The contradiction is basic. How can both (a) the VMI system be so valuably unique, as defenders of the males-only policy argue, and (b) there be ample opportunity for women to obtain equivalent educations at other state colleges in Virginia, as they also argue?
Riesman resolved the difficulty by amending the second part of the argument. It's not that women can get a VMI education elsewhere. Rather, it's that women are so different from men that they, well, just don't need the variety of educational opportunities that ought to be available to men.
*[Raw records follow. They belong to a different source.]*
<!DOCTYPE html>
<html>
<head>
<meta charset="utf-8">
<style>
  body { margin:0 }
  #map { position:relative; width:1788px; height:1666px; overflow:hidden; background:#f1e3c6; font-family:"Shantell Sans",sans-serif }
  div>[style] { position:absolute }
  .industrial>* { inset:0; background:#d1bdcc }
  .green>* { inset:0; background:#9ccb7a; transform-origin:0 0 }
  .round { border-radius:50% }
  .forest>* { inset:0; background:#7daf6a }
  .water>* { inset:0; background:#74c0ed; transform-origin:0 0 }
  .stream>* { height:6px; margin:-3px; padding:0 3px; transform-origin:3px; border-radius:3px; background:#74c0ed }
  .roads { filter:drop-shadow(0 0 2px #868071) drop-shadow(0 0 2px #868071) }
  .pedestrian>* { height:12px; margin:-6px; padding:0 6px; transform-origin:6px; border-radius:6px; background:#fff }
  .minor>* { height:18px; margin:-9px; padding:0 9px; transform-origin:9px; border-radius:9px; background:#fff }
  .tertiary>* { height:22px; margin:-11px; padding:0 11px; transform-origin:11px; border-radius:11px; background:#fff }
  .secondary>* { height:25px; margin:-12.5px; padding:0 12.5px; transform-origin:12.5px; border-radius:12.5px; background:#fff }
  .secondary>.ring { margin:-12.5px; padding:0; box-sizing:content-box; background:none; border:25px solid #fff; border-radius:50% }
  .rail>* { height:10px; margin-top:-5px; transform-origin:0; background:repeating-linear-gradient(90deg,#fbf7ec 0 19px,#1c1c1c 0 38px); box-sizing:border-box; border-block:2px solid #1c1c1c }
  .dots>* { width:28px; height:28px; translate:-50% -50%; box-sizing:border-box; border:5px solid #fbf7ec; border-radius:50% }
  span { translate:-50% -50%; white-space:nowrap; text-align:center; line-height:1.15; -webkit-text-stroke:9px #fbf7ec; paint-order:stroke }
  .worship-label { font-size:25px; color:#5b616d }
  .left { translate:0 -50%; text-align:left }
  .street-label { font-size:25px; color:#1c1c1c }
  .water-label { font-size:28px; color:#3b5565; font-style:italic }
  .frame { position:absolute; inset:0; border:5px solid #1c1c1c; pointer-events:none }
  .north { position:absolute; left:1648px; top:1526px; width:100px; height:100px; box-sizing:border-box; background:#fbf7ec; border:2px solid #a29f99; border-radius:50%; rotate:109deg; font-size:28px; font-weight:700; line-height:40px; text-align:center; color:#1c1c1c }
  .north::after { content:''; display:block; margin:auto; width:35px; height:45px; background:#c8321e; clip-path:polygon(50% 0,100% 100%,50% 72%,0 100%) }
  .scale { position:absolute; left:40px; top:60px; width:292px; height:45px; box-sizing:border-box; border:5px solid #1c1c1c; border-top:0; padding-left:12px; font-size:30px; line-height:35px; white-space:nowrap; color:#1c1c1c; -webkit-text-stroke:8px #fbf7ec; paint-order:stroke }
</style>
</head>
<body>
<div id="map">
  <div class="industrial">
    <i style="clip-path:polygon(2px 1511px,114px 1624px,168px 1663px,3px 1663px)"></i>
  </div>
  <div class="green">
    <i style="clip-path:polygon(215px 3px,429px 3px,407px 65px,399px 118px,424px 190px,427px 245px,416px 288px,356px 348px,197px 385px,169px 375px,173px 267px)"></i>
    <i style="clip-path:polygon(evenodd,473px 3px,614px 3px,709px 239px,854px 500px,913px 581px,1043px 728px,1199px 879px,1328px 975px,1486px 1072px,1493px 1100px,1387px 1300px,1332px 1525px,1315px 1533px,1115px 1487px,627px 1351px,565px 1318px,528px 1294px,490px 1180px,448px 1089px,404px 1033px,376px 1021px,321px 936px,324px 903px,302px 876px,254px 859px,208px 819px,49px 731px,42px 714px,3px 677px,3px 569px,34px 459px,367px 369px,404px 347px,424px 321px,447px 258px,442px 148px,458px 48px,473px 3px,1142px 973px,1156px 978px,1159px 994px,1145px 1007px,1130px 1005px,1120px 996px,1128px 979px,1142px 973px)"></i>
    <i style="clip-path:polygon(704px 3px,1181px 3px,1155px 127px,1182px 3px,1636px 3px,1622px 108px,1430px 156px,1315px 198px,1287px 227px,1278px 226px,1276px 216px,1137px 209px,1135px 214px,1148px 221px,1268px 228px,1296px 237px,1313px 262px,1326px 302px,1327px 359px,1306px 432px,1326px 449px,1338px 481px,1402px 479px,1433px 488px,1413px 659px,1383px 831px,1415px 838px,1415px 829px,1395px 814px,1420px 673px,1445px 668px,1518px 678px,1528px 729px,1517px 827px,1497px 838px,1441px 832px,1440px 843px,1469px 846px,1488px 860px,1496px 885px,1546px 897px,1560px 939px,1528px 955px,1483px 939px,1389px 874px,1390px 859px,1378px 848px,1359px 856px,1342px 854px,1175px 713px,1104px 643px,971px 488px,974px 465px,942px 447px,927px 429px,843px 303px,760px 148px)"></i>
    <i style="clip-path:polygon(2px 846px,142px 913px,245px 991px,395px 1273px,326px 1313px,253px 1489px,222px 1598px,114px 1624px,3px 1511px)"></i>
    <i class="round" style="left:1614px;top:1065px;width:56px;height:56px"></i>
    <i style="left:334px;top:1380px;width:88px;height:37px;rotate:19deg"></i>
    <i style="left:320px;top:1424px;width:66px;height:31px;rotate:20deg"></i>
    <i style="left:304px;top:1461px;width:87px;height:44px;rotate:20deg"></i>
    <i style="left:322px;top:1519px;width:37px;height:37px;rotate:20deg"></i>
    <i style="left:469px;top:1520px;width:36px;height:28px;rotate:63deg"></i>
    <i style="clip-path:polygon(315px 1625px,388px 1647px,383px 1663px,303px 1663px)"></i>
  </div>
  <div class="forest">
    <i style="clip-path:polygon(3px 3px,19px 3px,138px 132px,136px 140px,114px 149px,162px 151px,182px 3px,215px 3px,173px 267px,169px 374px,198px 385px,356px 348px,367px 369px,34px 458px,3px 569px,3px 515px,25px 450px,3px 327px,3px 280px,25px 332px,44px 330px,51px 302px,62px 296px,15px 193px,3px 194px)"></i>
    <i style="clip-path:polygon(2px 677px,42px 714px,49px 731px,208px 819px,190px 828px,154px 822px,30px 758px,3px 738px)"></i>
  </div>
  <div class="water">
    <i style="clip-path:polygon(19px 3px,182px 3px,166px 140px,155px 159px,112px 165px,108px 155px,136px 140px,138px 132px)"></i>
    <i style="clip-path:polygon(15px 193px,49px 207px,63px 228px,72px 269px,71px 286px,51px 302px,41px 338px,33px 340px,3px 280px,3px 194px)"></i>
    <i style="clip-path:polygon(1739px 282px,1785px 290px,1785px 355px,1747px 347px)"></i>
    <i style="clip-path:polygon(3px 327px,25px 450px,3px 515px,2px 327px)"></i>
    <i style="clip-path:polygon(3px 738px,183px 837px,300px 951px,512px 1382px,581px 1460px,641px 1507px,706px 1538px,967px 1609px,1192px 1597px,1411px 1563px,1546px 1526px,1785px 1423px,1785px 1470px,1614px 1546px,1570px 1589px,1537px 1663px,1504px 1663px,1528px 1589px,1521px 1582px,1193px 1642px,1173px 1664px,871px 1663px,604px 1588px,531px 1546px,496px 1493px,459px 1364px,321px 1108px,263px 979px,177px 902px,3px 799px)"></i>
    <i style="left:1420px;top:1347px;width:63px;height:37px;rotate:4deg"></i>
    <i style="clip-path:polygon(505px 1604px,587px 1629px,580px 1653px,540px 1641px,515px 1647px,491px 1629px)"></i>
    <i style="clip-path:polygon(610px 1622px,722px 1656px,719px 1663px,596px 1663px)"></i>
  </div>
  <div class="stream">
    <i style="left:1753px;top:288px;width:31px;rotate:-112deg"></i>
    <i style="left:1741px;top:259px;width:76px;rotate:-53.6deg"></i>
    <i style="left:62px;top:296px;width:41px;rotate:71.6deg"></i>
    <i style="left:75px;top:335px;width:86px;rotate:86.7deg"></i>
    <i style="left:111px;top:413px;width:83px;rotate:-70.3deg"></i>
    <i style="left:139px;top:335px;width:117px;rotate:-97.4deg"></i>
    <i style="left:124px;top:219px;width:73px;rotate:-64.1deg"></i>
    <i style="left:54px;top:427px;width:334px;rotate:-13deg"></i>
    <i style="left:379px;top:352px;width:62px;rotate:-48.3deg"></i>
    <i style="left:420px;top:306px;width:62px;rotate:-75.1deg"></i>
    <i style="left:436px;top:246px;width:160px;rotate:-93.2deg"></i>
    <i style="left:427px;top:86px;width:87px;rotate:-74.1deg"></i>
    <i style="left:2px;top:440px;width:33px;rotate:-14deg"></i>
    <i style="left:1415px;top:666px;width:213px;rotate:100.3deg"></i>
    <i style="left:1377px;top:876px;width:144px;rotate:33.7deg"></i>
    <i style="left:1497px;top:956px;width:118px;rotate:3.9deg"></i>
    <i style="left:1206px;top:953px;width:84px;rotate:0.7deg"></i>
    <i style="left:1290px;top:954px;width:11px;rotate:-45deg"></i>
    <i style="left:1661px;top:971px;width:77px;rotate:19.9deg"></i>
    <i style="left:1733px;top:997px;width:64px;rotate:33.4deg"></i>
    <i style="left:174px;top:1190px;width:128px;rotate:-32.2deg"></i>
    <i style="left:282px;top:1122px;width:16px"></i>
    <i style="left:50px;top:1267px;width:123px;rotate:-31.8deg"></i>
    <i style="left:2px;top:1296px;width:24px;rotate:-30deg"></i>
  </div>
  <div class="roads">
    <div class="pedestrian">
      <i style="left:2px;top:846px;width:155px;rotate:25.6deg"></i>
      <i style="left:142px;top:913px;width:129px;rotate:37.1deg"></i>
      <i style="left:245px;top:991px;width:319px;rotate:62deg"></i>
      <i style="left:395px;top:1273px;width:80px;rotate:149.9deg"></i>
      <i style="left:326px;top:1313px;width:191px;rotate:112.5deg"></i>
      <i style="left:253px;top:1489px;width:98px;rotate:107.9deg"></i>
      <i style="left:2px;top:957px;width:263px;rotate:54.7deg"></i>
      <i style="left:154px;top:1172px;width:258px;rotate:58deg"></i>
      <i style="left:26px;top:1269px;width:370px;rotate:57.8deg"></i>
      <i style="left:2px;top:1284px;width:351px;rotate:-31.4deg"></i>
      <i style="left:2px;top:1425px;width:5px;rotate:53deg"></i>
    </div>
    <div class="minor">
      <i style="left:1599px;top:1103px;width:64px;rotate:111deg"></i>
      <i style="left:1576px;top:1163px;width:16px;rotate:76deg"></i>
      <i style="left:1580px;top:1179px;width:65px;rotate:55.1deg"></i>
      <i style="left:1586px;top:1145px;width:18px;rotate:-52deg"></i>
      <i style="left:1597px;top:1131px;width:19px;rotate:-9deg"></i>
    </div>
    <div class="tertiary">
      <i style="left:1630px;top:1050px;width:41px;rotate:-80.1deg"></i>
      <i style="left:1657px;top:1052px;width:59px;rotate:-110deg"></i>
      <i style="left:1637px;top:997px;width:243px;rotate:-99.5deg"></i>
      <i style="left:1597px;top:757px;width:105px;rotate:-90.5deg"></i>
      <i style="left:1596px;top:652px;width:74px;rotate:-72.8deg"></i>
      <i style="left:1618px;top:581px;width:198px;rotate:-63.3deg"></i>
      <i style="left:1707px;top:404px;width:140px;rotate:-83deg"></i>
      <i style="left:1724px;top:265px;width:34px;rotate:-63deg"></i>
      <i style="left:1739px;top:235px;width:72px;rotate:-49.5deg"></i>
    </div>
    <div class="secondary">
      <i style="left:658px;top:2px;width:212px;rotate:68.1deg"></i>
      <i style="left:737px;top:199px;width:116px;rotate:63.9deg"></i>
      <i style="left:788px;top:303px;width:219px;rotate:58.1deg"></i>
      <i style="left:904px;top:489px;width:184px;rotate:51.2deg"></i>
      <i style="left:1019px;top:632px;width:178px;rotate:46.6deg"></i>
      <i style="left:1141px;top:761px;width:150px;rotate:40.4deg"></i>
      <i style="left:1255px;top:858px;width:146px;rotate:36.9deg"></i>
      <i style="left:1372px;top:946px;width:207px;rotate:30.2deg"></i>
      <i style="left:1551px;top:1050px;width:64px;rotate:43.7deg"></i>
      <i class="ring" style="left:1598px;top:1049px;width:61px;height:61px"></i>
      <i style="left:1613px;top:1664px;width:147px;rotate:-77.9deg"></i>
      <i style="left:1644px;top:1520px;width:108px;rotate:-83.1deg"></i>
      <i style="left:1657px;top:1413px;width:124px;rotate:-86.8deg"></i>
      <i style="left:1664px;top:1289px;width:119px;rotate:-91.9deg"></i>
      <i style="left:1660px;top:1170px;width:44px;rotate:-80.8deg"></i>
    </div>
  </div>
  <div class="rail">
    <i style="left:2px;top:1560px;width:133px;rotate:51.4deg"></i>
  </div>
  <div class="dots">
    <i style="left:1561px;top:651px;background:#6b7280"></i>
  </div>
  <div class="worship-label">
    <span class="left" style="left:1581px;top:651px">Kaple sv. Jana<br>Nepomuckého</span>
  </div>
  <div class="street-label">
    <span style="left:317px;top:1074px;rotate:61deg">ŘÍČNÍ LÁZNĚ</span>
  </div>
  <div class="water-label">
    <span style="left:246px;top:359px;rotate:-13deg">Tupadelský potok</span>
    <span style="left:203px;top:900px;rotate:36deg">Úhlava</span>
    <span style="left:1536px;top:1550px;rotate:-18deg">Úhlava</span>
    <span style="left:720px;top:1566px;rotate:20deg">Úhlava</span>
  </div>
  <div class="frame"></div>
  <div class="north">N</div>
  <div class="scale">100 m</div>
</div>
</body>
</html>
Women lack "the ferocity" to make VMI's "rat" system work. Because women mature more rapidly than men, a woman would be "more unlikely to subject herself to [the system's] discipline." But "men need discipline." They "need to be in an environment where their tricks and games . . . are of no avail."
The argument is intriguing in its echo of chivalric notions about women's virtue vs. men's sinfulness - notions traditionally used to buttress a double standard by which males are free to roam while females are kept home in the castle. The argument manages to defend keeping women out of VMI on the grounds that women are better than men, and so need less.
It is, of course, an argument largely irrelevant to the case - at stake are legal, not educational, disputes. It is also an unconvincing argument, at least as applied to the issue at hand.
A VMI with women is "inconceivable" to Riesman, but it needn't be. The coming of coeducation to the nation's military academies isn't a perfect analogy, but it's close enough.
At the U.S. Military Academy, Col. Patrick Toffler testified Monday, coeducation brought change but not devastating change. VMI could remain sufficiently distinctive to continue as a bulwark against "the homogenizing impulse" in higher education that Riesman dislikes.
Even granting that single-sex status is the benchmark of a worthwhile diversity in higher education, Virginia is still in constitutional jeopardy. The commonwealth has such an institution for men, VMI; it has none for women.
True, private women's colleges in the state receive a measure of governmental aid. But none is a state agency, owned, operated and controlled by the state. VMI is.
> Riesman's sociological generalizations may carry weight - but they are still generalizations. If the issue were a disproportionately high ratio of male to female cadets, as almost certainly will be true of VMI if it opens its doors to women, maybe those generalizations would apply.
The question now, however, is one of individual rights under the law, not gender generalities. How under the Constitution, can a woman - even if only exceptional women would be interested - be denied the benefits of a unique state agency simply on account of her sex?
Meanwhile, beyond the constitutional issue lingers another thought arising from Riesman's testimony. Would a bit less ferocity and a bit more maturity be bad for VMI?